Elenita vacila y se queda mirando el pizarrón, con mirada ausente.
—¿Mayor...? ¿Qué es mayor? ¿Qué cosa es mayor?
—Bueno, es mayor la ecuación, es más grande, eso —contesta Elenita.
—¡Oh, más grande! ... Por favor, Ernesto, no sé qué estás haciendo, ¡pero dejá ya de hacerlo! ¿Me escuchás?
—Sí, profesora, la escucho. Pero no estoy haciendo nada.
Ernesto pone cara de pánfilo, o sea, cara apropiada a las circunstancias.
—Seguro. No estás haciendo nada. Bueno, entonces, ¡ponete a hacer algo ahora mismo! Contestame la pregunta. ¿Puede ser una ecuación más grande?
—Ahh... más grande la... ¿la qué?
—¡Una ecuación, Ernesto, una ecuación! ¡Hace un mes que estamos dando ecuaciones, supongo que sabrás de qué se trata!
Ernesto mira el techo. Él no está seguro si “ecuación” es el nombre de una isla, de un triángulo o de un prócer, pero reconoce a la profesora como la profesora de matemáticas, así que suma uno más uno y se queda con la segunda opción.
—Sí, ... claro... Una ecuación es más grande cuando tiene mayor hipotenusa.
La profesora lo observa, incrédula. El aire se carga de silencio y electricidad.
Se escuchan algunas risitas disimuladas. Algunos, los escasos que tienen alguna idea del tema, miran a su vez a la profesora, esperando expectantes el estallido que traerá emoción a la rutina. Al fondo del aula, tres jovencitos abandonan su disputa sobre fútbol, anoticiados de que “algo pasa”. La parejita que se sienta al lado de la última ventana, no. Ellos no se enteran de que la tercera guerra mundial se apresta a iniciarse allí mismo, al lado de su fervorosa reconciliación de ocultas caricias. Juana, feliz de haber dejado de ser el centro de atención, vuelve a su ocupación habitual: a escondidas, enviar mensajes por el celular a alguno de sus noviecitos. Es una tarea difícil: exige concentración para no equivocarse de destinatario; por eso le desagrada que los profesores la interrumpan durante la clase.
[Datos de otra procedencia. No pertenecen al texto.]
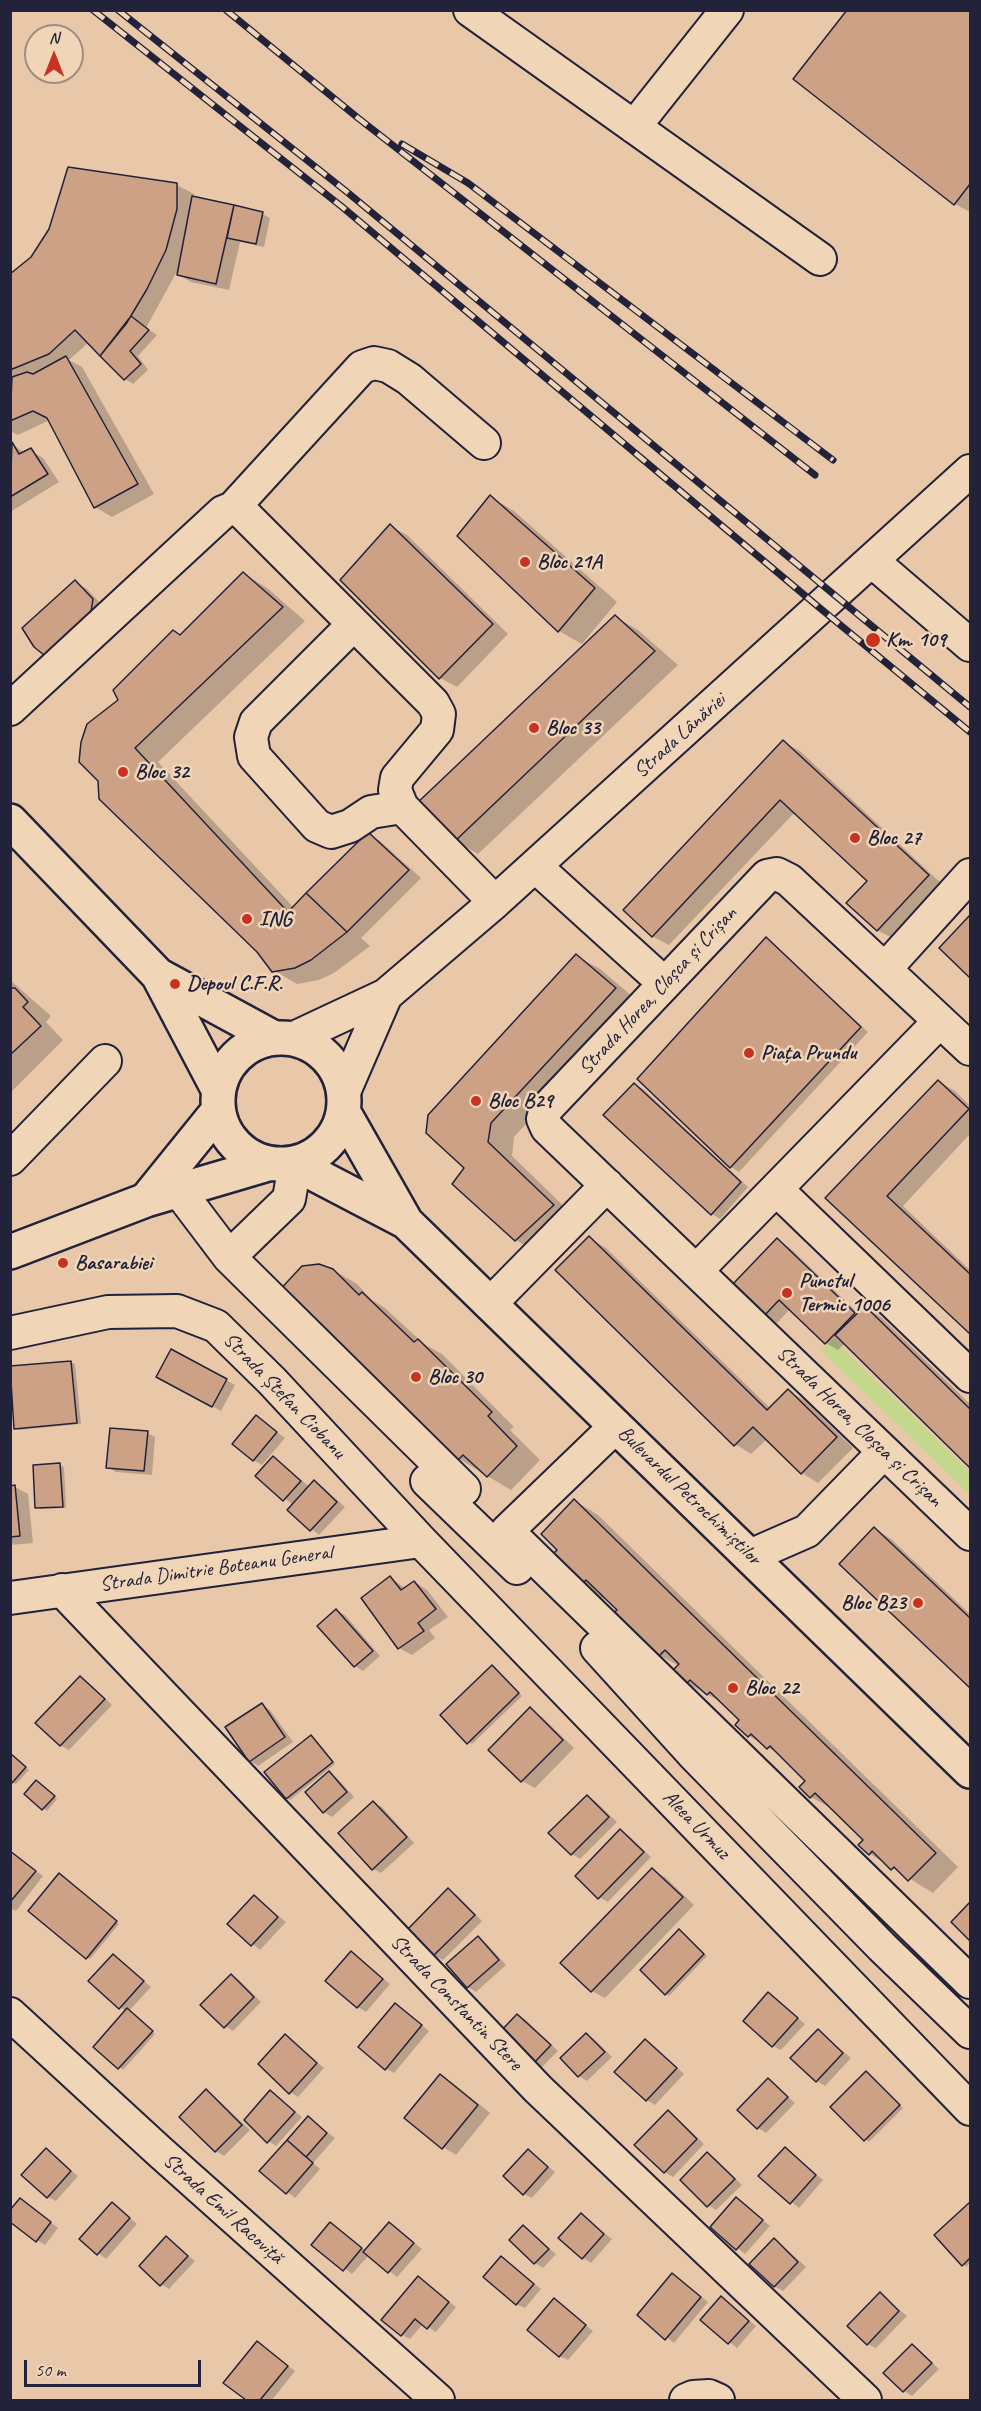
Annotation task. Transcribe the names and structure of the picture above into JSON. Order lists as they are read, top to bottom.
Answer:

Ernesto, en cambio, epicentro de la furia creciente de la profesora, se agita incómodo en su silla. A él no le interesa siquiera un rabanito las tan mentadas ecuaciones. Pero no le gusta que las dos rubiecitas de atrás —que se creen tan sabihondas— se burlen a sus espaldas, ¡como si responder correctamente al profesor fuese importante! Bueno, las dos rubiecitas, como gustarle, le gustan bastante y más vale mucho, pero ellas no le prestan el tipo de atención que él desea. Piensa en “ese” tipo de atención y se pone un poco más nervioso. Muy nervioso. La silla, ahora, más que resultar incómoda, empieza a calentarse como el infierno.
La profesora, ignorante de todo, devota creyente de que para sus estudiantes la primavera es sólo la estación del año donde los árboles echan hojas, reacciona finalmente y, en un arranque de furia incontrolable, lo baja a hondazos de las alturas imaginativas a las que él había trepado:
—¡Cómo hipotenusa! ¿De dónde hipotenusa? ¡Hay que ser ignorante, Ernesto, no sé cómo llegaste hasta aquí! ¡Un niño de primaria sabe más que vos!
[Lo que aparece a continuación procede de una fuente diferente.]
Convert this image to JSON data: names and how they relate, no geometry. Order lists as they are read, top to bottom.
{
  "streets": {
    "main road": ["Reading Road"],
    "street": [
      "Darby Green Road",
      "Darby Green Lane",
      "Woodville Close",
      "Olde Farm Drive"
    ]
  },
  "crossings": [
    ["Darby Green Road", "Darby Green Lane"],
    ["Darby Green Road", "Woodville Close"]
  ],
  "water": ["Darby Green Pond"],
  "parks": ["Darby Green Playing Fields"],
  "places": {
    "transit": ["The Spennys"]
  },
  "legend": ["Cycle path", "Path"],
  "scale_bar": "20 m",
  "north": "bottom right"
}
Ernesto, expulsado del paraíso, amedrentado por el griterío y la cara roja y sudorosa de su profesora, alcanza a susurrar con voz lastimera:
—No, me equivoqué, profesora, quise decir catetos.
Al día siguiente la profe pidió licencia. Dijo que estaba enferma, o que no nos quería ver más en su vida, o algo así, no me acuerdo. No importa, el nuevo profesor de matemáticas es excelente. Explica muy claro, le entendemos todo. Ahora nos está enseñando números compasivos. No, compactos. No, no, complejos. Eso, números complejos. Me confundí. Pero igual está bueno. Digo, el profesor de matemáticas está bueno. El único en esta escuela piojosa. ¡Se parece a George Clooney y todo, con esos ojos preciosos! Cuando te mira...bueno... te corre un frío... y ni te cuento cuando escribe en el pizarrón, de atrás está tan bueno como de adelante. Los muchachos dicen que es estúpido y gay, pero eso es porque están celosos.